(Aim of the task)
Copy the data that appears below exactly. Drop the pictures.

(Information supplied)
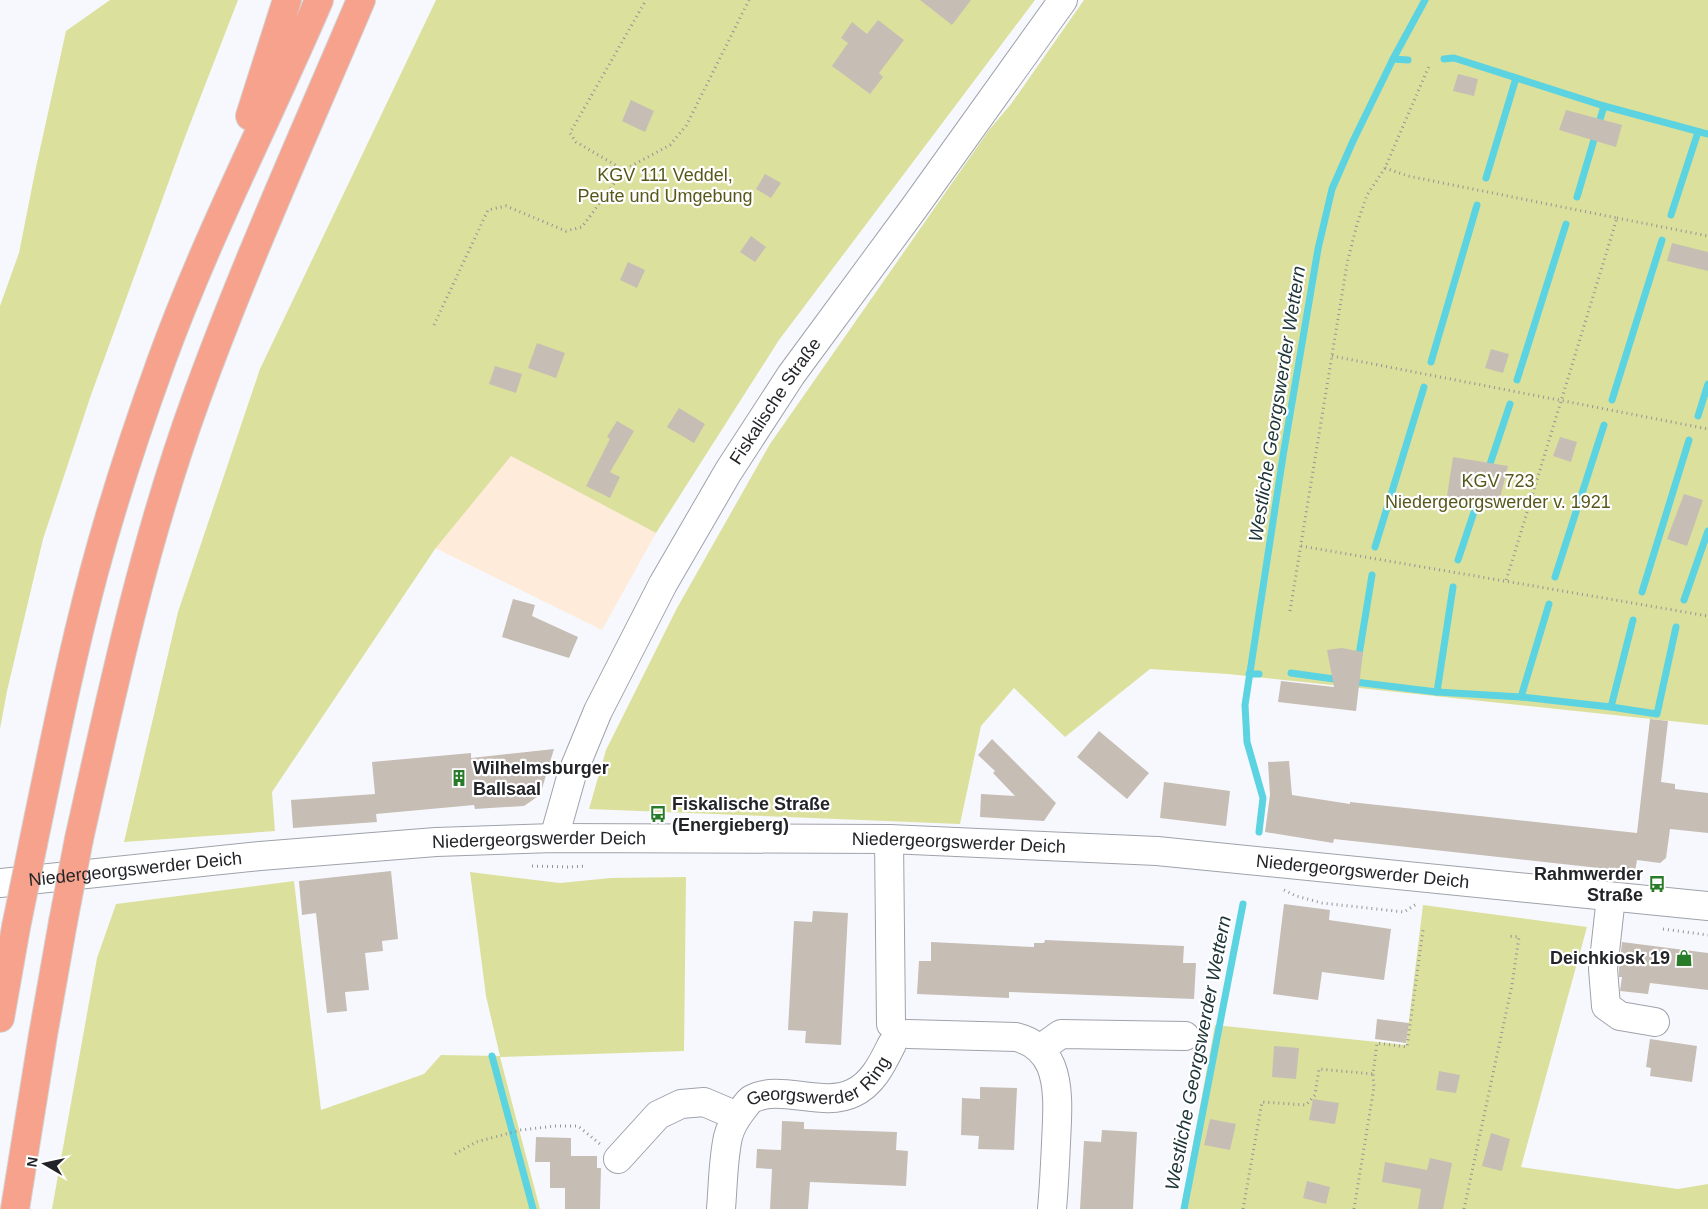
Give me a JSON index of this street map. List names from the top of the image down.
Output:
{
  "streets": {
    "street": ["Fiskalische Straße", "Niedergeorgswerder Deich", "Georgswerder Ring"]
  },
  "crossings": [
    ["Fiskalische Straße", "Niedergeorgswerder Deich"],
    ["Niedergeorgswerder Deich", "Georgswerder Ring"]
  ],
  "water": ["Westliche Georgswerder Wettern"],
  "parks": ["KGV 111 Veddel, Peute und Umgebung", "KGV 723 Niedergeorgswerder v. 1921"],
  "places": {
    "building": ["Wilhelmsburger Ballsaal"],
    "bus stop": ["Fiskalische Straße (Energieberg)", "Rahmwerder Straße"],
    "shop": ["Deichkiosk 19"]
  },
  "north": "left"
}
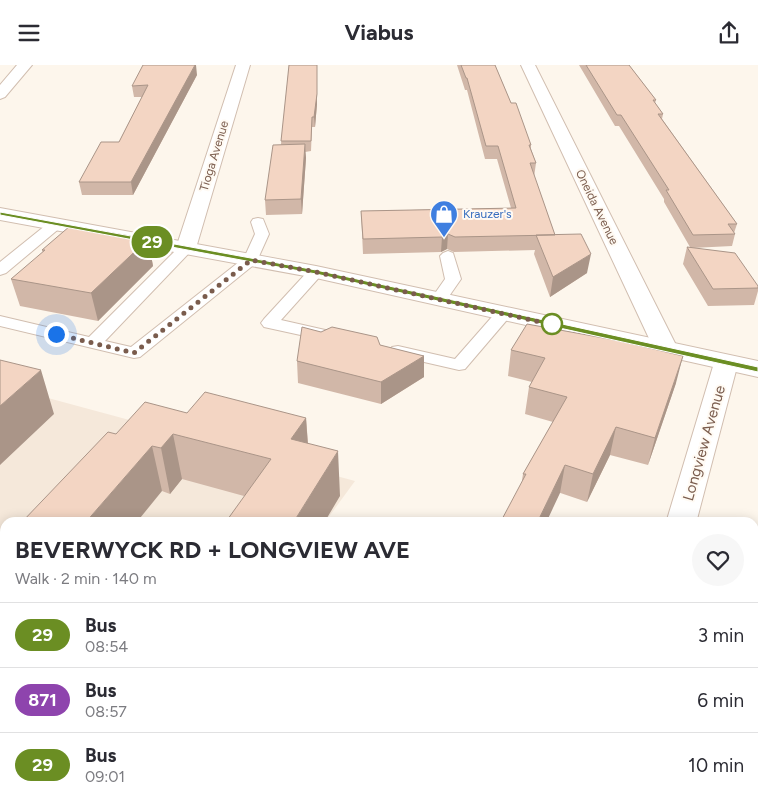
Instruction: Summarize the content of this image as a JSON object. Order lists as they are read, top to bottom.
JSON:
{
  "streets": {
    "street": ["Tioga Avenue", "Oneida Avenue", "Longview Avenue"]
  },
  "places": {
    "shop": ["Krauzer's"]
  },
  "lines": ["bus line 29"],
  "page": {
    "header": "Viabus",
    "on_map": "29",
    "heading": ["BEVERWYCK RD + LONGVIEW AVE", "Walk · 2 min · 140 m"],
    "list": [
      {
        "mark": "29",
        "name": "Bus",
        "note": "08:54",
        "value": "3 min"
      },
      {
        "mark": "871",
        "name": "Bus",
        "note": "08:57",
        "value": "6 min"
      },
      {
        "mark": "29",
        "name": "Bus",
        "note": "09:01",
        "value": "10 min"
      }
    ]
  }
}
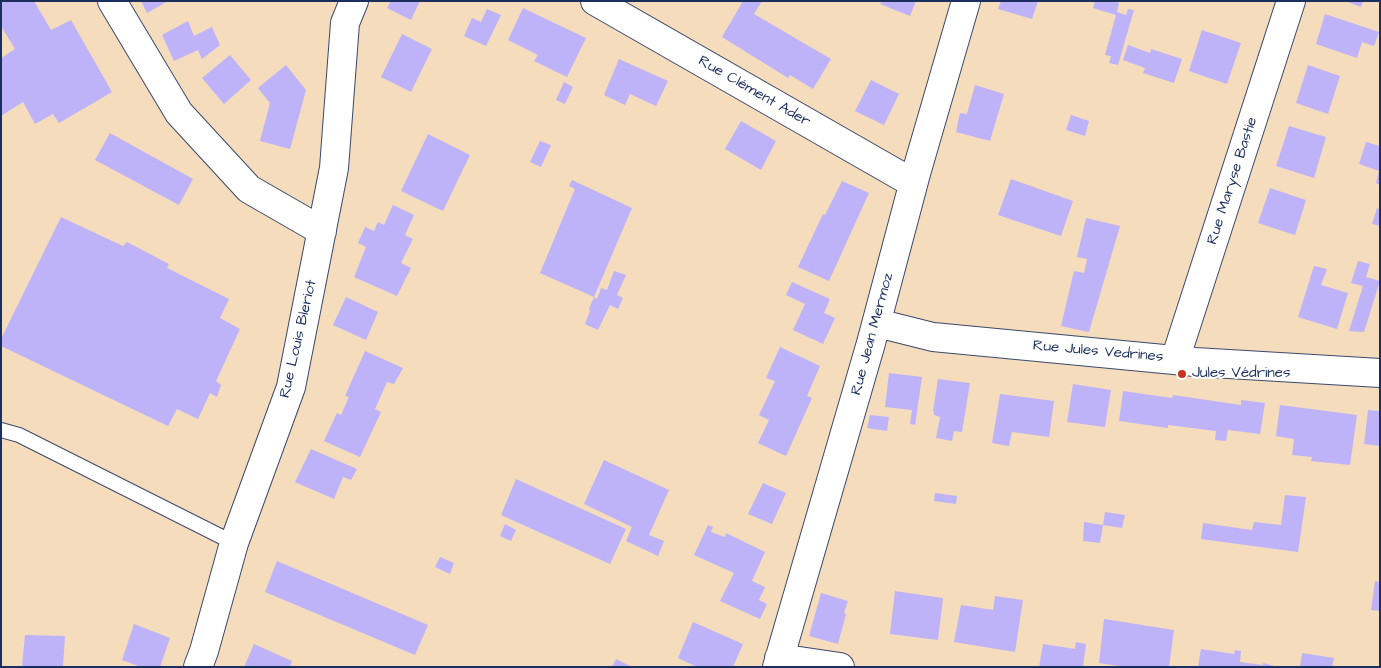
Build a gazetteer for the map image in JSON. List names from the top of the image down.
{
  "streets": {
    "street": [
      "Rue Clément Ader",
      "Rue Maryse Bastie",
      "Rue Jean Mermoz",
      "Rue Louis Bleriot",
      "Rue Jules Vedrines"
    ]
  },
  "crossings": [
    ["Rue Clément Ader", "Rue Jean Mermoz"],
    ["Rue Maryse Bastie", "Rue Jules Vedrines"],
    ["Rue Jean Mermoz", "Rue Jules Vedrines"]
  ],
  "places": ["Jules Védrines"]
}
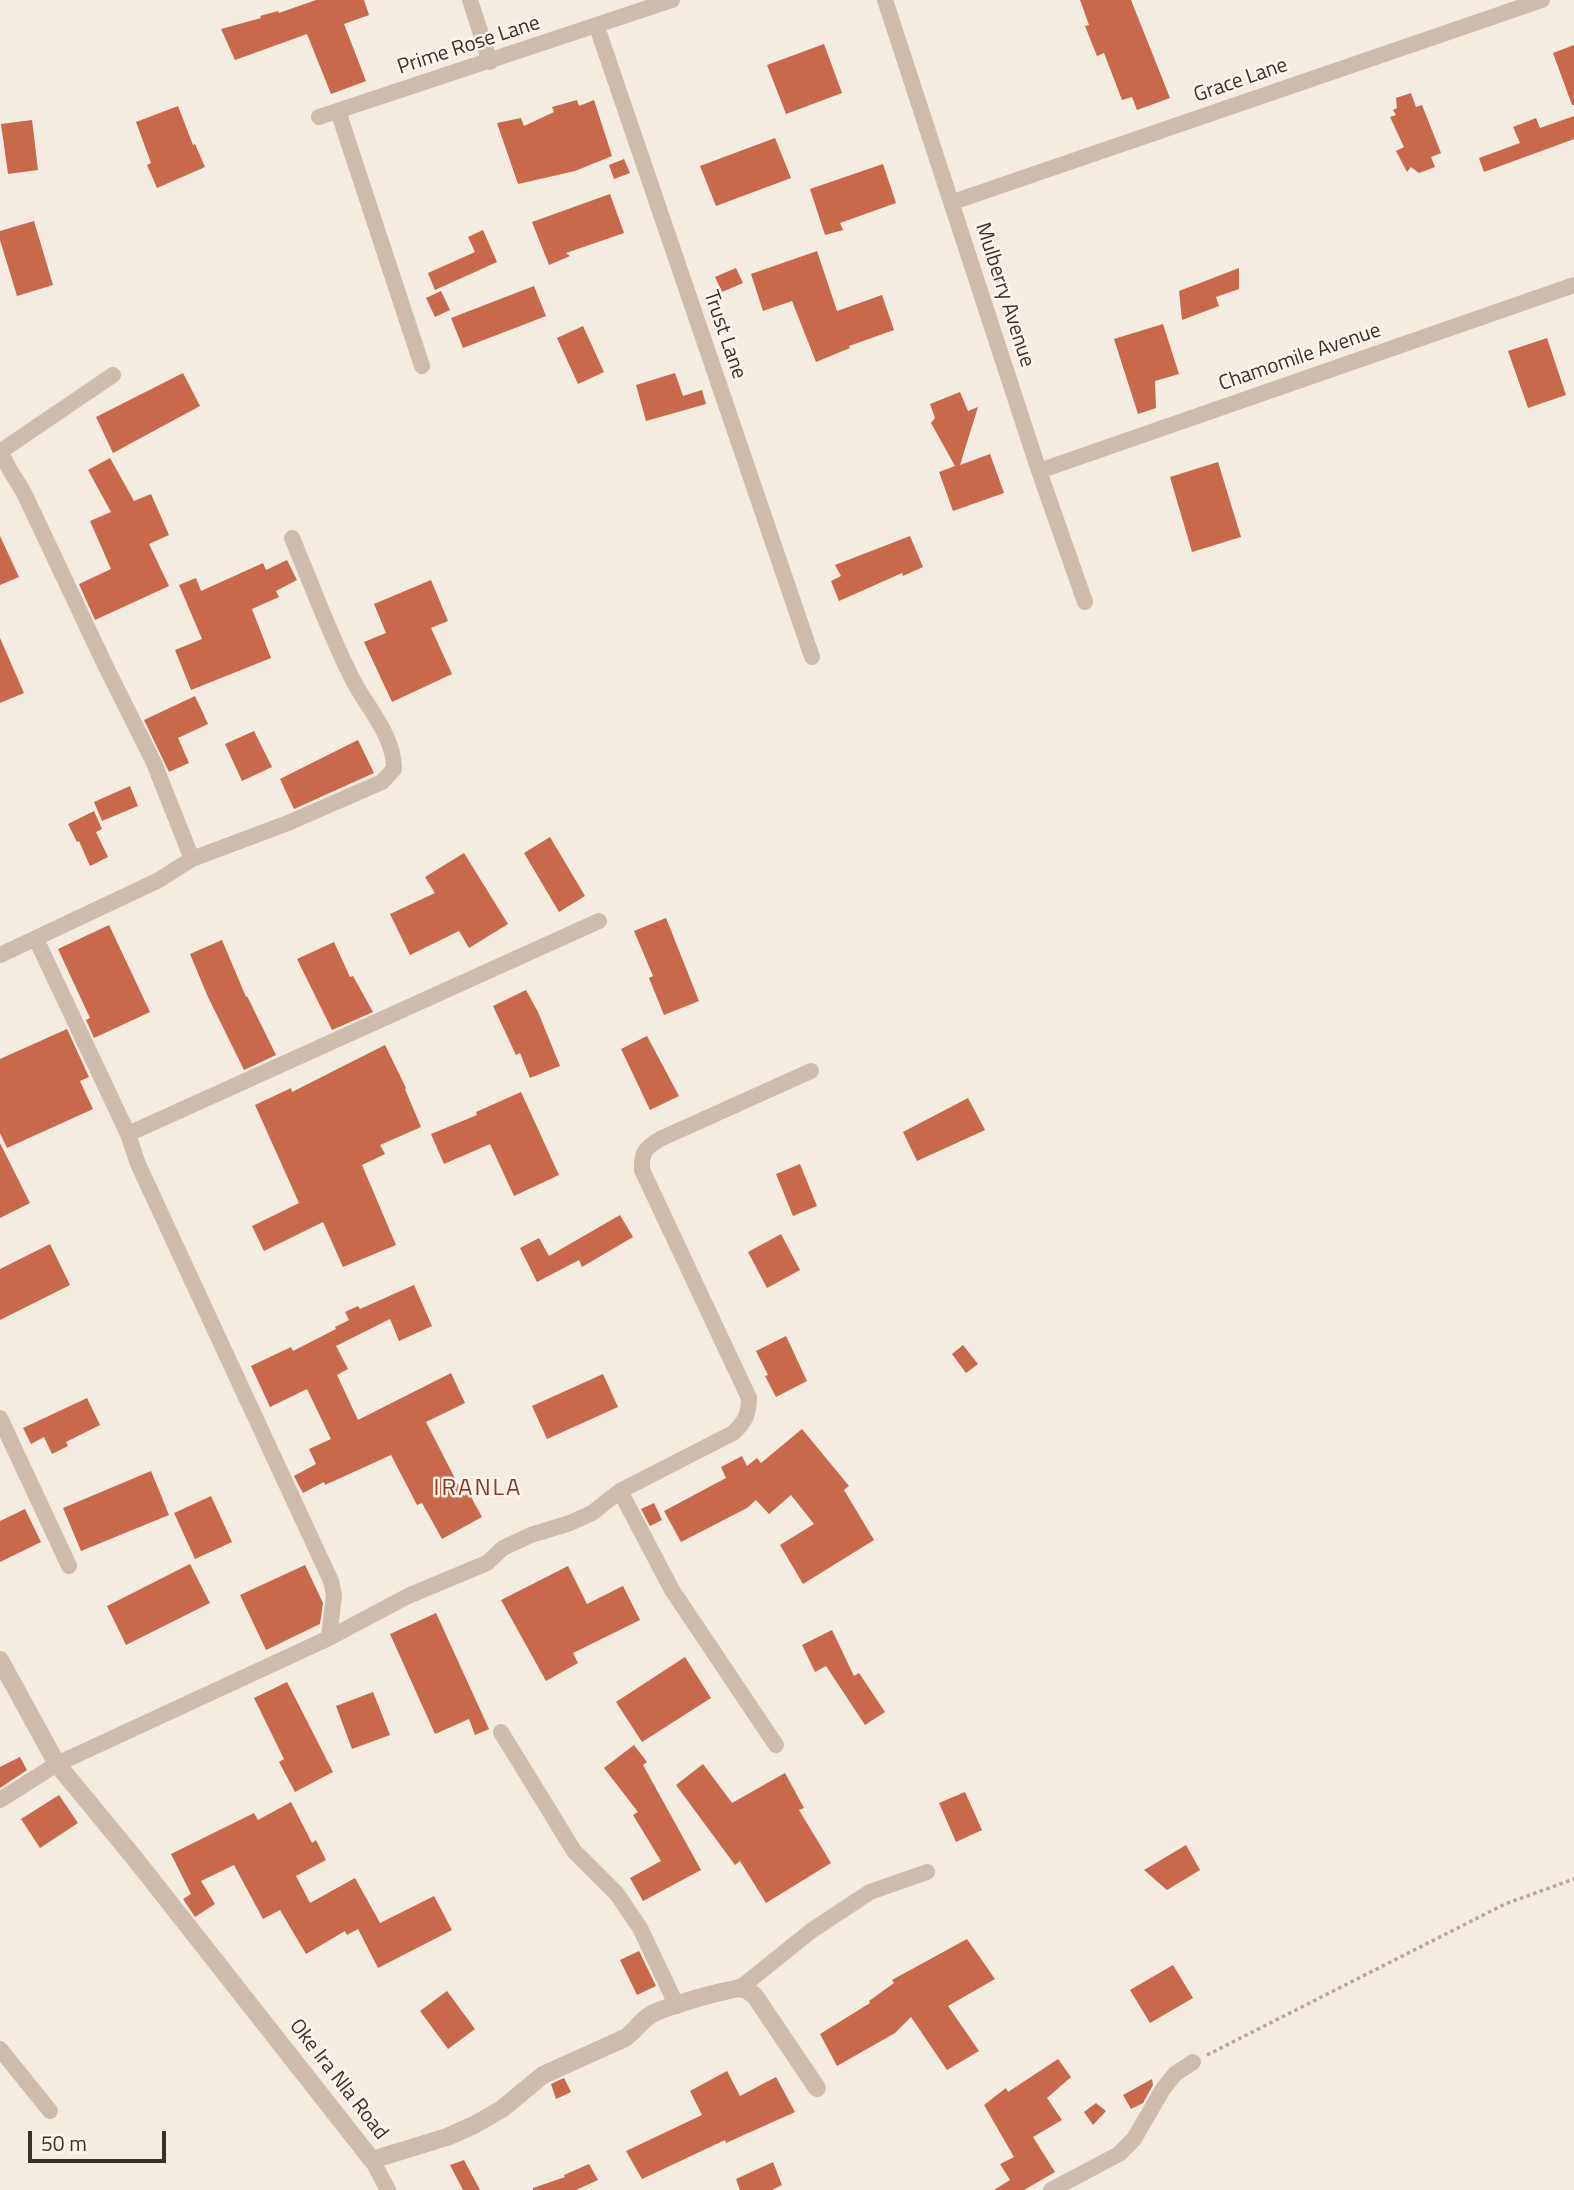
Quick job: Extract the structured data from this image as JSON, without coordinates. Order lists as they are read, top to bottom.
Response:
{
  "streets": {
    "street": [
      "Prime Rose Lane",
      "Grace Lane",
      "Mulberry Avenue",
      "Trust Lane",
      "Chamomile Avenue",
      "Oke Ira Nla Road"
    ]
  },
  "crossings": [
    ["Prime Rose Lane", "Trust Lane"],
    ["Grace Lane", "Mulberry Avenue"],
    ["Mulberry Avenue", "Chamomile Avenue"]
  ],
  "districts": ["IRANLA"],
  "scale_bar": "50 m"
}
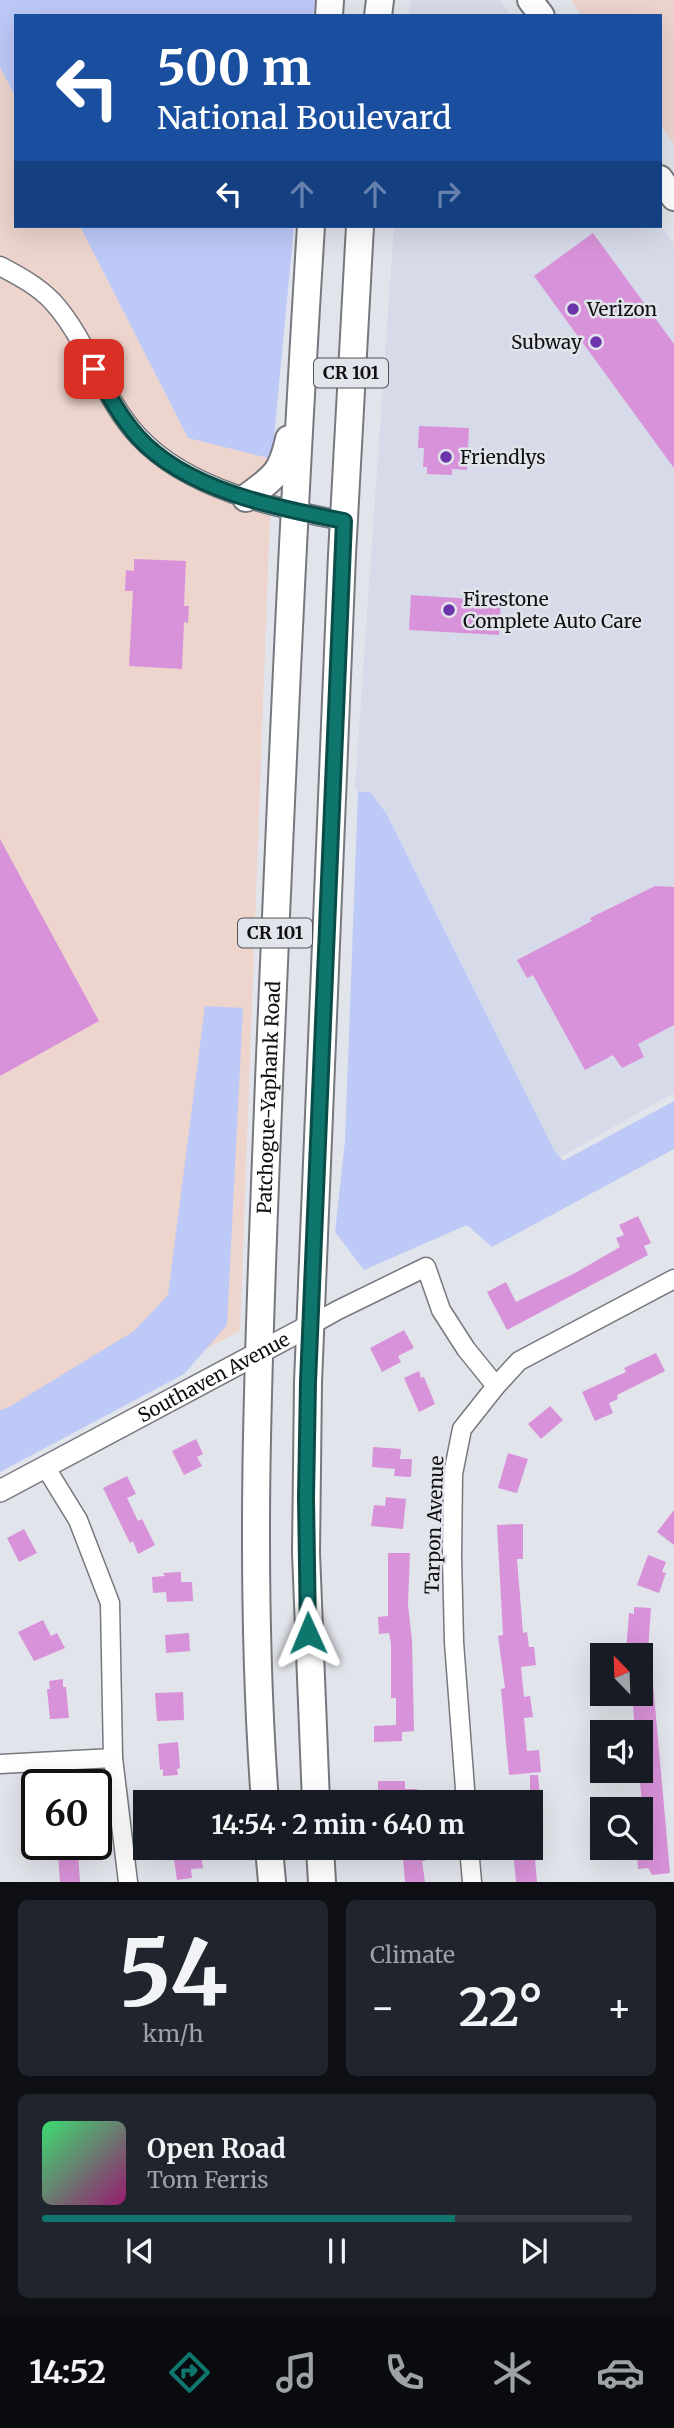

(Result below)
Give me a JSON index of this street map. List names from the top of the image down.
Output:
{
  "streets": {
    "street": ["Fiskalische Straße", "Niedergeorgswerder Deich", "Georgswerder Ring"]
  },
  "crossings": [
    ["Fiskalische Straße", "Niedergeorgswerder Deich"],
    ["Niedergeorgswerder Deich", "Georgswerder Ring"]
  ],
  "water": ["Westliche Georgswerder Wettern"],
  "parks": ["KGV 111 Veddel, Peute und Umgebung", "KGV 723 Niedergeorgswerder v. 1921"],
  "places": {
    "building": ["Wilhelmsburger Ballsaal"],
    "bus stop": ["Fiskalische Straße (Energieberg)", "Rahmwerder Straße"],
    "shop": ["Deichkiosk 19"]
  },
  "north": "left"
}
Instruction: Summarize the content of this image as a JSON object. Order lists as they are read, top to bottom.
JSON:
{
  "streets": {
    "street": ["Tioga Avenue", "Oneida Avenue", "Longview Avenue"]
  },
  "places": {
    "shop": ["Krauzer's"]
  },
  "lines": ["bus line 29"],
  "page": {
    "header": "Viabus",
    "on_map": "29",
    "heading": ["BEVERWYCK RD + LONGVIEW AVE", "Walk · 2 min · 140 m"],
    "list": [
      {
        "mark": "29",
        "name": "Bus",
        "note": "08:54",
        "value": "3 min"
      },
      {
        "mark": "871",
        "name": "Bus",
        "note": "08:57",
        "value": "6 min"
      },
      {
        "mark": "29",
        "name": "Bus",
        "note": "09:01",
        "value": "10 min"
      }
    ]
  }
}
Build a gazetteer for the map image in JSON. List names from the top of the image down.
{
  "streets": {
    "street": [
      "Rue Clément Ader",
      "Rue Maryse Bastie",
      "Rue Jean Mermoz",
      "Rue Louis Bleriot",
      "Rue Jules Vedrines"
    ]
  },
  "crossings": [
    ["Rue Clément Ader", "Rue Jean Mermoz"],
    ["Rue Maryse Bastie", "Rue Jules Vedrines"],
    ["Rue Jean Mermoz", "Rue Jules Vedrines"]
  ],
  "places": ["Jules Védrines"]
}
Quick job: Extract the structured data from this image as JSON, without coordinates. Order lists as they are read, top to bottom.
Response:
{
  "streets": {
    "street": [
      "Prime Rose Lane",
      "Grace Lane",
      "Mulberry Avenue",
      "Trust Lane",
      "Chamomile Avenue",
      "Oke Ira Nla Road"
    ]
  },
  "crossings": [
    ["Prime Rose Lane", "Trust Lane"],
    ["Grace Lane", "Mulberry Avenue"],
    ["Mulberry Avenue", "Chamomile Avenue"]
  ],
  "districts": ["IRANLA"],
  "scale_bar": "50 m"
}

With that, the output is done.